Hacker Suruhan China Retas Operator Seluler Besar Singapura, “Pemanasan” sebelum Serang AS?
KOMPAS.com – Operator seluler terbesar di Singapura, Singapore Telecommunications (SingTel) telah diretas pada Juni 2024 lalu. Peretasan itu disebut sebagai bagian dari kampanye global yang menargetkan perusahaan telekomunikasi dan operator infrastruktur penting.
Penyelidik kasus ini percaya bahwa peretasan tersebut dilakukan oleh kelompok peretas (hacker) yang disponsori China, Volt Typhoon. Adapun informasi ini dibagikan oleh dua sumber yang tidak ingin diidentifikasi, kepada media berita Bloomberg.
Volt Typhoon sebelumnya sudah pernah menyusup ke sektor penting Amerika Serikat sejak 2021, termasuk sektor telekomunikasi dan energi.
Selain itu, aliansi intelijen Five Eyes yang mencakup pejabat di Amerika Serikat, Australia, Kanada, Inggris, dan Selandia Baru, memperingatkan pada awal 2024, bahwa Volt Typhoon menanamkan dirinya di dalam berbagai jaringan IT yang telah disusupi.
Baca juga: 10 Cara Membuat Password yang Kuat dan Aman agar Akun Tak Mudah Diretas
Hal ini disebut dilakukan untuk memberi China kemampuan melancarkan serangan siber yang mengganggu, jika terjadi konflik militer dengan Barat (Amerika Serikat, beberapa negara Eropa, dll).
Peretasan SingTel ini dipercaya menjadi uji coba oleh China, untuk melakukan peretasan berikutnya pada perusahaan telekomunikasi Amerika Serikat.
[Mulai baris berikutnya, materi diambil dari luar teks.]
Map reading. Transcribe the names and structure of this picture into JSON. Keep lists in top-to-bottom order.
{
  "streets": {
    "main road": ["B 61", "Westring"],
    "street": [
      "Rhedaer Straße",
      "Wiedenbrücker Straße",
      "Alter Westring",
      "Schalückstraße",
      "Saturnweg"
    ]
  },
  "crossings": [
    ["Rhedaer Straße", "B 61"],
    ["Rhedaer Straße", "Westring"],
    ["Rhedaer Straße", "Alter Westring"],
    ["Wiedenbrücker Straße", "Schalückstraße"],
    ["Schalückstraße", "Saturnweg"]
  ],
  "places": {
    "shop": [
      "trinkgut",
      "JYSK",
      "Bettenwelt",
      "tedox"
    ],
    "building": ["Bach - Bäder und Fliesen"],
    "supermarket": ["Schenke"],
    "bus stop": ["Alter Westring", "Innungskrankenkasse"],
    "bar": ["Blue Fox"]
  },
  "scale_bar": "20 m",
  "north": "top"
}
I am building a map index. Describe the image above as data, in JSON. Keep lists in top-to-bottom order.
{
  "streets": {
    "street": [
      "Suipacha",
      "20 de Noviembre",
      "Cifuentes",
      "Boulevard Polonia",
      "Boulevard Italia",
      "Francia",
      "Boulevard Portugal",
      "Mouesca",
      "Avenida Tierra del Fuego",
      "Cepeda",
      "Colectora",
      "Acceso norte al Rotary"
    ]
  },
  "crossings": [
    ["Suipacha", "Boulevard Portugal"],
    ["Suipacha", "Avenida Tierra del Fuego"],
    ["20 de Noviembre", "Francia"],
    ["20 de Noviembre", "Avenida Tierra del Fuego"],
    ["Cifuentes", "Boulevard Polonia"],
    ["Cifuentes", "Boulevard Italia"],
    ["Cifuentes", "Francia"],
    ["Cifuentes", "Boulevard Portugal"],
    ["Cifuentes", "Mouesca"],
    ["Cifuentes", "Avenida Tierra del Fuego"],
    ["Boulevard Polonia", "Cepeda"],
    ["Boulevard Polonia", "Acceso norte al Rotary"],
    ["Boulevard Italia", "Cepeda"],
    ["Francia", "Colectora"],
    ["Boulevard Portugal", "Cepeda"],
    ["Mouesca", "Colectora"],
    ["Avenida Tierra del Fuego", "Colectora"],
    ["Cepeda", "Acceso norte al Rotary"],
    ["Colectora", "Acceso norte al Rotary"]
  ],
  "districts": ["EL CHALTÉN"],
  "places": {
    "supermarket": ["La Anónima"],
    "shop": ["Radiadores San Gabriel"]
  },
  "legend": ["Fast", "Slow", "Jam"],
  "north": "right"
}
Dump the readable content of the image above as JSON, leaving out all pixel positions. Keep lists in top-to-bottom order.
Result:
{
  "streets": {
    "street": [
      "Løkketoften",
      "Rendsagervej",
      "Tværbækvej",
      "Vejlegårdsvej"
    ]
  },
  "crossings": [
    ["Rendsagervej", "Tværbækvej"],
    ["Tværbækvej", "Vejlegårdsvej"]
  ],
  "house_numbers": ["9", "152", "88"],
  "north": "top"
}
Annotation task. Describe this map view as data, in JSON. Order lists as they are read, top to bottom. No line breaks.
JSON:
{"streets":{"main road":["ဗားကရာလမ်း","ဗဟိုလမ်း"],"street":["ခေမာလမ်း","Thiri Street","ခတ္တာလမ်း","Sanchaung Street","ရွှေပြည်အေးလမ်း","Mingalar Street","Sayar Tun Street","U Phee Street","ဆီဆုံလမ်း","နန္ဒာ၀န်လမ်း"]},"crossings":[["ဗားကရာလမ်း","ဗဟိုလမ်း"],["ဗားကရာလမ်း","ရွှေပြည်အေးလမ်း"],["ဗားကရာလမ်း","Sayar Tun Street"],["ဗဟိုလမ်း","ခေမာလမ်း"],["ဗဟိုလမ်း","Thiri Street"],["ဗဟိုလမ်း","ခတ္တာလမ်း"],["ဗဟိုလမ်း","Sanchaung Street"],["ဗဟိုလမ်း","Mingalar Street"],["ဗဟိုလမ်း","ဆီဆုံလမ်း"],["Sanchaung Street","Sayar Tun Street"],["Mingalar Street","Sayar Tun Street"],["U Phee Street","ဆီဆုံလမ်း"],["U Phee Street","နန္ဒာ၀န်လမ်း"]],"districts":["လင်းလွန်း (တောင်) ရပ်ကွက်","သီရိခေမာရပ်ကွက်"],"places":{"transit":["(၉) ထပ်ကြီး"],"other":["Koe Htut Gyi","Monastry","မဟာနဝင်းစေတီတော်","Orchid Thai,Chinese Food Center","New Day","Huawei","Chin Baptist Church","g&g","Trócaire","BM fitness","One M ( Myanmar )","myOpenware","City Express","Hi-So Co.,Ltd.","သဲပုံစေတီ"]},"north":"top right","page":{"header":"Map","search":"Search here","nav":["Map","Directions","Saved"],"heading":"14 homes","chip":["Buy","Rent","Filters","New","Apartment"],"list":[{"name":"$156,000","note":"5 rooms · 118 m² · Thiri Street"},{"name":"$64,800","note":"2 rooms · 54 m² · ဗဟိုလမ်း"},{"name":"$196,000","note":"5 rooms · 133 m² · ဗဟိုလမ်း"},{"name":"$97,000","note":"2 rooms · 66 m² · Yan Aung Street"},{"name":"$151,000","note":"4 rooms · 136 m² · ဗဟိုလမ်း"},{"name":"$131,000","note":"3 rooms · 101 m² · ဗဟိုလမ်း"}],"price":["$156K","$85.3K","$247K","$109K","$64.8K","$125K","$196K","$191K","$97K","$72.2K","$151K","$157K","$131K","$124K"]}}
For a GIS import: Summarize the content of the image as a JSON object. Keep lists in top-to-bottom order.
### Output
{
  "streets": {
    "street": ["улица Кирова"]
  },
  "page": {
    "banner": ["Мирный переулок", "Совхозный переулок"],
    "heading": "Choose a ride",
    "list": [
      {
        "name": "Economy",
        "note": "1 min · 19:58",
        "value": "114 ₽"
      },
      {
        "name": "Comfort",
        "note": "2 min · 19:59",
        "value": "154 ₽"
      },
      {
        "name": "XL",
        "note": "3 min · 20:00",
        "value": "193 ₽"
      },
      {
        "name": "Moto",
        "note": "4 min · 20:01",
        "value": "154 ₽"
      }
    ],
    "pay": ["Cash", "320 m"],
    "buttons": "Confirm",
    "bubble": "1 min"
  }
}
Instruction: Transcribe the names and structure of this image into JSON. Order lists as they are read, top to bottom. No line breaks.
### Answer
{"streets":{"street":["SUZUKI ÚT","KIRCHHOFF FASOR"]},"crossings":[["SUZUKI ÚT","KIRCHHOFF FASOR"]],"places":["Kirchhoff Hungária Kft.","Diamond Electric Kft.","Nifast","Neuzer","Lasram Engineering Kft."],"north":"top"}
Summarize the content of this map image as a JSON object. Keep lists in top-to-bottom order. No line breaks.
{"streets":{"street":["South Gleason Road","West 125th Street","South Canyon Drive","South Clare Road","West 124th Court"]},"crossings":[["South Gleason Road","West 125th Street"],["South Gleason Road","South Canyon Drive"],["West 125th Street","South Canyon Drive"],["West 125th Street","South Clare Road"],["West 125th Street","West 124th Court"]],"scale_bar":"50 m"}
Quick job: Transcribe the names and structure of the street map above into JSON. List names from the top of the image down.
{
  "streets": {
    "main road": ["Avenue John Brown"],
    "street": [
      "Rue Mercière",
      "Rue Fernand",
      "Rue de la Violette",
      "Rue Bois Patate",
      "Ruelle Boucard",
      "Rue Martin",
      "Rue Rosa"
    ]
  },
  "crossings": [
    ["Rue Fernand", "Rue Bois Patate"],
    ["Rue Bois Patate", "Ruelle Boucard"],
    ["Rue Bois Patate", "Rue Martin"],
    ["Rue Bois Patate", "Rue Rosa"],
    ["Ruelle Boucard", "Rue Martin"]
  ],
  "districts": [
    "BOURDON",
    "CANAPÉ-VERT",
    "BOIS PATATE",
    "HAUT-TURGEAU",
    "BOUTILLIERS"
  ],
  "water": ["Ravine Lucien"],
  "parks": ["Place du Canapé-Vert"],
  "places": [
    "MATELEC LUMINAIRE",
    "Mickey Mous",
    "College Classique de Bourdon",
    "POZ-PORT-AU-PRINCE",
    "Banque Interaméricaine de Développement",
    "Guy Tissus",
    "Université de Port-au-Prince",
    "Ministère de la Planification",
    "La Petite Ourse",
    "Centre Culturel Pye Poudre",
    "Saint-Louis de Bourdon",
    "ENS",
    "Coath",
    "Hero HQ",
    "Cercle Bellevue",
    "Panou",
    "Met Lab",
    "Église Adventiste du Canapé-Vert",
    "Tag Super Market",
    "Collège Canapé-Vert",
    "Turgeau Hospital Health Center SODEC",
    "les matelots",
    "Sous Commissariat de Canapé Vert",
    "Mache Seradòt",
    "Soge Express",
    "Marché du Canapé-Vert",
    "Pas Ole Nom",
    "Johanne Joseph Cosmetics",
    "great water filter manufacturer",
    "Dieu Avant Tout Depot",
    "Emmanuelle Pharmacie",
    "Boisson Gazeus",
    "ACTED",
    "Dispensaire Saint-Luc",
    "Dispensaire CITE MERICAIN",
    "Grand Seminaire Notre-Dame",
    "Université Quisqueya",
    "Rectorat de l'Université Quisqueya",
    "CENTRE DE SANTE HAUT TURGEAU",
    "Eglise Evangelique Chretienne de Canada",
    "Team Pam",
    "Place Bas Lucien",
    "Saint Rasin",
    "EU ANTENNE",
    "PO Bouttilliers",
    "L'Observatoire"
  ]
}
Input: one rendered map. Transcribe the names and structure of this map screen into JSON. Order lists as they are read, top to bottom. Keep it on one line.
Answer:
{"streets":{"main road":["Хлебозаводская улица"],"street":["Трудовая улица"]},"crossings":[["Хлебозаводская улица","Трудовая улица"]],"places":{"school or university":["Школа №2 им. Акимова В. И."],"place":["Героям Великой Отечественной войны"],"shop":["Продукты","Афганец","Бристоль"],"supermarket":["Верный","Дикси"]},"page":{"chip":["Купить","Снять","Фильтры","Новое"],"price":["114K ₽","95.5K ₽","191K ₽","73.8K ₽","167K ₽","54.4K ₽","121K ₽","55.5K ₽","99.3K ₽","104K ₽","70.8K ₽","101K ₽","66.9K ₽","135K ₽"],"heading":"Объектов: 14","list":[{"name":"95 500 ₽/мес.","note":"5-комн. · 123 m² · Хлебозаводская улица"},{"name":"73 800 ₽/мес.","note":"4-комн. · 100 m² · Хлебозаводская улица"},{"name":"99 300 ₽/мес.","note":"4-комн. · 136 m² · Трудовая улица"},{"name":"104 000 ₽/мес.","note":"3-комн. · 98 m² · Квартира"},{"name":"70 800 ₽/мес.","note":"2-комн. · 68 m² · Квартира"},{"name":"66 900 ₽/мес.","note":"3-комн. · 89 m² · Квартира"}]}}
Kendati begitu, China mengatakan bahwa agensi keamanan sibernya telah menerbitkan bukti, yang menunjukkan bahwa kelompok Volt Typhoon didalangi oleh organisasi ransomware internasional.
Liu Pengyu selaku juru bicara Kedutaan Besar China di Washington, Amerika Serikat, mengatakan kepada Bloomberg bahwa ia tidak mengetahui secara spesifik terkait insiden peretasan tersebut.
Namun, menurutnya, secara umum China dengan tegas menantang serta memerangi serangan siber dan pencurian siber.
“China dengan tegas menentang dan memerangi serangan siber dan pencurian siber dalam segala bentuk,” ujar Pengyu.
Kedutaan Besar tersebut tidak segera menanggapi e-mail media berita Reuters yang meminta komentar terkait insiden peretasan ini.
Web shell berbahaya
Peretasan SingTel dilaporkan dilakukan menggunakan sebuah alat bernama web shell. Web shell ini memungkinkan hacker menyadap dan mengumpulkan kredensial, untuk mendapatkan akses ke jaringan pelanggan, dengan menyamar sebagai pelanggan asli.
Sumber dari Bloomberg mengeklaim bahwa SingTel menemukan peretasan ini di jaringannya, setelah mendeteksi lalu lintas data yang mencurigakan di router backend intinya.
Data tersebut diyakini sebagai file berbahaya (malicious software/malware) yang sedang dalam mode “mendengarkan”. Artinya, malware ini tampak belum diaktifkan untuk kegiatan spionase.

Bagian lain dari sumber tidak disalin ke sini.